Your assignment:
From the material below, list every line containing "solid".

[Start of section]

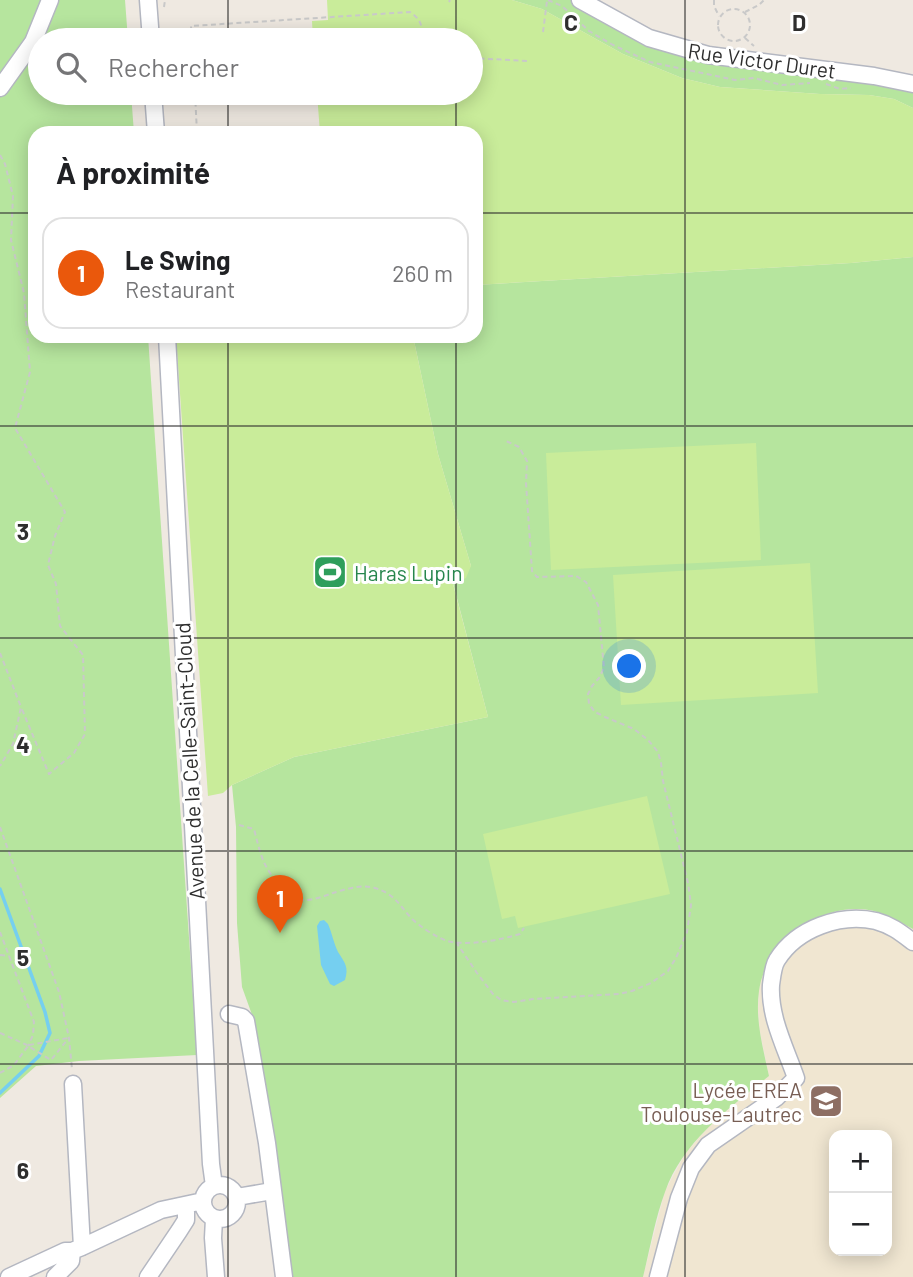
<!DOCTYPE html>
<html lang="fr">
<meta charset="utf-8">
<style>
body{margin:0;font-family:Barlow,sans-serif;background:#f2f2f2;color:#202124}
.controls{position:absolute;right:21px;bottom:21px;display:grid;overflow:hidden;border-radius:14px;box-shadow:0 4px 18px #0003}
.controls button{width:63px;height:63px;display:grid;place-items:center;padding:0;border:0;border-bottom:2px solid #e0e0e0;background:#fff;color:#202124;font:35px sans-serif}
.you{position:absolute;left:630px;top:667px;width:24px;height:24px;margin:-18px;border:5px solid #fff;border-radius:50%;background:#1a73e8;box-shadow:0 0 0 10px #1a73e833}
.badge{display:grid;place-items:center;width:46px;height:46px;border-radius:50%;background:#ea580c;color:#fff;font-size:23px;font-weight:700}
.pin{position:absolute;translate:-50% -58px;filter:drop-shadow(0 2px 4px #0008)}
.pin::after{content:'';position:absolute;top:37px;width:24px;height:21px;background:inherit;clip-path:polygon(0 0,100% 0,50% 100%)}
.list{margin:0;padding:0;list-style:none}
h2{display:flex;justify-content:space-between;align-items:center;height:91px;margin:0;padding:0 28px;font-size:30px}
h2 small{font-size:23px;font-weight:400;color:#757577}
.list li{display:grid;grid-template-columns:46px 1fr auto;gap:21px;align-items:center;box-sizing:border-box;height:112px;margin:0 14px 14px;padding:0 14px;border:2px solid #e0e0e0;border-radius:21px}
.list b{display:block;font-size:26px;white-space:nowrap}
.list p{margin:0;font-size:23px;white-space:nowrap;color:#757577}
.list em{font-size:23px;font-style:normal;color:#757577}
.icon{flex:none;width:38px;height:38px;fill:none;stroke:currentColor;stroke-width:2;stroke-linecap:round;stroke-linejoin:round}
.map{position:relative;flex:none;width:913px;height:1277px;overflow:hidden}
.search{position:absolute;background:#fff;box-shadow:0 4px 18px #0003;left:28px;top:28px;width:455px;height:77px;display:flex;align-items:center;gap:18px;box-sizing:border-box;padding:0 24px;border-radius:38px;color:#757577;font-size:26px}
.panel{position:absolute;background:#fff;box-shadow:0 4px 18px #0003;left:28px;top:126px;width:455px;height:217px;border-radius:21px}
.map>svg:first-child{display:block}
.education{fill:#f0e6d1;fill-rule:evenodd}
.green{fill:#b6e59e}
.pitch{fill:#c9ec9a}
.water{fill:#75cff0}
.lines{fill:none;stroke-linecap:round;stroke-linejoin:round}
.stream{stroke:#75cff0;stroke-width:3.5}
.minor-casing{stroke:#b4b7c1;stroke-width:19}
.path{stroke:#c9c9c9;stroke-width:2;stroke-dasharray:5 3.5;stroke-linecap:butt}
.minor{stroke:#fff;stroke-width:16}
.grid{fill:none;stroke:#2e2e2e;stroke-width:2;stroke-opacity:0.55}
.labels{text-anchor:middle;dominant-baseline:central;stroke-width:6;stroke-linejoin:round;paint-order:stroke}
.street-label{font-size:21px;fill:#2e2e2e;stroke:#fff}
.leisure-label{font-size:21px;fill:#27864d;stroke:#fff;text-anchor:start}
.education-label{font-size:21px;fill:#785e54;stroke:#fff;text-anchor:end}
.grid-label{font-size:23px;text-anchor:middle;font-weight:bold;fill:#2e2e2e;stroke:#fff;stroke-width:6;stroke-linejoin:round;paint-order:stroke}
</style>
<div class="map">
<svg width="913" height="1277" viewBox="0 0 913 1277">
<rect width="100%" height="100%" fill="#efe9e1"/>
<path class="education" d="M858 909 886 914 913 929V1277H643L665 1191 685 1154 710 1125 769 1076 759 1027 758 1009 759 989 763 973 771 957 783 942 807 922 828 913ZM834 1135H887V1251H834Z"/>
<path class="green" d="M0 0H125L128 40H40V93H131L134 133H35V336H148L197 1055 79 1061 36 1066 0 1098Z
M512 0H571L633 36 913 87V108L894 99 869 95 820 94 720 87 682 78 623 54 542 9Z
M913 257V929C896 920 879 909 858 909 813 908 765 945 759 991 755 1020 763 1048 769 1076 729 1109 683 1141 665 1192 655 1219 650 1249 643 1277H289L266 1088 255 1023 242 987 237 923 236 827 232 785 294 757 488 717 453 583 471 566 438 454 413 336H476V285L851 263Z"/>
<path class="pitch" d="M327 0H512L542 9 623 54 682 78 720 87 820 94 869 95 894 99 913 108V257L851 263 476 285V133H320L317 93H471V40H313L312 21 328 20Z
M176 336H413L438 454 471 566 466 578 453 584 488 717 294 757 232 785 223 793 208 796Z
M756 443 761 560 551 570 546 453Z
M810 563 818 693 621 705 613 575Z
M647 796 670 894 518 928 515 916 502 919 483 834Z"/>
<path class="water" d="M324 920 328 924C332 933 334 944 338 952 345 963 349 967 345 980L334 986 330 984 321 965 317 926 320 921Z"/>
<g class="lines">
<path class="stream" d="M0 889 45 1012 50 1033 39 1056 0 1093"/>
<g class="minor-casing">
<path id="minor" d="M148 0 151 40
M580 0 649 38 708 55 874 76 913 84
M0 88 33 42 50 0
M153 93 156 133
M167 336 211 1164 214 1186
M229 1014 242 1017 246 1021 267 1143 284 1277
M73 1084 82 1247
M203 1202a17 17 0 1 1 34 0a17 17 0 1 1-34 0Z
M237 1197 272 1191
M214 1219 213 1238 216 1277
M9 1277 65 1251H72L82 1247 161 1210 203 1201
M55 1277 71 1261 72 1251
M148 1277 179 1231 186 1220V1205
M658 1277 679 1198 691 1168 708 1145 776 1098 796 1078C786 1049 769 1017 771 985 772 978 773 966 777 960 797 928 841 913 876 921 891 925 901 933 913 942"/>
</g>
<path class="path" d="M548 0 562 6 589 31 613 45 650 62 735 80 754 78 782 85 810 83
M714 0V6L719 16
M449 2 450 0
M164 7 165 0
M718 25a16 16 0 1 1 32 0a16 16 0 1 1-32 0Z
M745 12 759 5 764 0
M543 32 547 1
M745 38 754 46
M192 40 191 26 410 12C422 20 422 26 422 40
M471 58 528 61
M826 84 840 89 851 88
M195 93 197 133
M0 155 5 164 13 196 11 240 24 293 30 372 15 428 65 512 55 536 48 565 56 584 60 626 83 655 85 734 74 753 49 774 21 707
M0 653 21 707 13 744 0 766
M239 825 254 829C261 856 263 869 284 889 289 894 296 899 302 900 312 901 324 896 333 893 346 889 362 884 375 888 394 894 399 904 411 918 419 926 441 941 452 942 475 945 499 940 520 934L524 928
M0 827 59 992 69 1038 72 1069
M0 932 34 1022 33 1035 28 1046
M456 942 477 973 493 994 501 1000 514 1002 533 999 619 994 632 991 651 983 668 971 676 958 687 932 691 905 688 883 663 781 661 763 658 752 648 740 634 729 605 717 595 712 589 704 588 694 592 686 599 678 604 668 598 605 586 582 576 576 537 577 532 571 526 483 527 461 519 447 506 441
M0 955 9 956
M0 1033 27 1045
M29 1045 68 1038
M0 1073 14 1065 28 1046 51 1060 68 1039"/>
<use href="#minor" class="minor"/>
</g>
<path class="grid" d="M228 0V40M456 0V40M685 0V1277M228 93V133M456 93V133M0 213H35M476 213H913M228 336V1277M456 336V1277M0 426H913M0 638H913M0 851H913M0 1064H913"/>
<defs>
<g id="stadium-square" transform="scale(1.75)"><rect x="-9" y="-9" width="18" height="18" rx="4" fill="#2e9e5b" stroke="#fff"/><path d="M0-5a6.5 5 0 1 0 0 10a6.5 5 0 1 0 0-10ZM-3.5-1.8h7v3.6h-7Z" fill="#fff"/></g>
<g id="school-square" transform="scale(1.75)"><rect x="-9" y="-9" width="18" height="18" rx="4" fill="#8d6e63" stroke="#fff"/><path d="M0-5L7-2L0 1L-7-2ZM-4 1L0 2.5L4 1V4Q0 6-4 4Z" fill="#fff"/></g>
</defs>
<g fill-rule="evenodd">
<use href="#stadium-square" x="330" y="572"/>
<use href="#school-square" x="826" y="1101"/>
</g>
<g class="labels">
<g class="street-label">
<text transform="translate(762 60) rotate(8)">Rue Victor Duret</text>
<text transform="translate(189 761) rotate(-93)">Avenue de la Celle-Saint-Cloud</text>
</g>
<g class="leisure-label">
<text x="354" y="572">Haras Lupin</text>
</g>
<g class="education-label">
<text x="802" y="1089">Lycée EREA<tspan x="802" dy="24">Toulouse-Lautrec</tspan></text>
</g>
</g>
<g class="grid-label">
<text x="571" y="31">C</text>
<text x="799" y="31">D</text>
<text x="23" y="540">3</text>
<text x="23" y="753">4</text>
<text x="23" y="966">5</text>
<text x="23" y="1179">6</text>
</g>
</svg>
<div class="controls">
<button>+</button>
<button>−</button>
</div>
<div class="you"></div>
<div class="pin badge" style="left:280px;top:933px">1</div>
<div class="search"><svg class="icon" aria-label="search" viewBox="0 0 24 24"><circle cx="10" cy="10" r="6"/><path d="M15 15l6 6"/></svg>Rechercher</div>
<section class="panel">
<h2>À proximité<small></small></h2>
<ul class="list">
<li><span class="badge">1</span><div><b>Le Swing</b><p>Restaurant</p></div><em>260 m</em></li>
</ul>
</section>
</div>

[End of section]

Output below:
.controls button{width:63px;height:63px;display:grid;place-items:center;padding:0;border:0;border-bottom:2px solid #e0e0e0;background:#fff;color:#202124;font:35px sans-serif}
.you{position:absolute;left:630px;top:667px;width:24px;height:24px;margin:-18px;border:5px solid #fff;border-radius:50%;background:#1a73e8;box-shadow:0 0 0 10px #1a73e833}
.list li{display:grid;grid-template-columns:46px 1fr auto;gap:21px;align-items:center;box-sizing:border-box;height:112px;margin:0 14px 14px;padding:0 14px;border:2px solid #e0e0e0;border-radius:21px}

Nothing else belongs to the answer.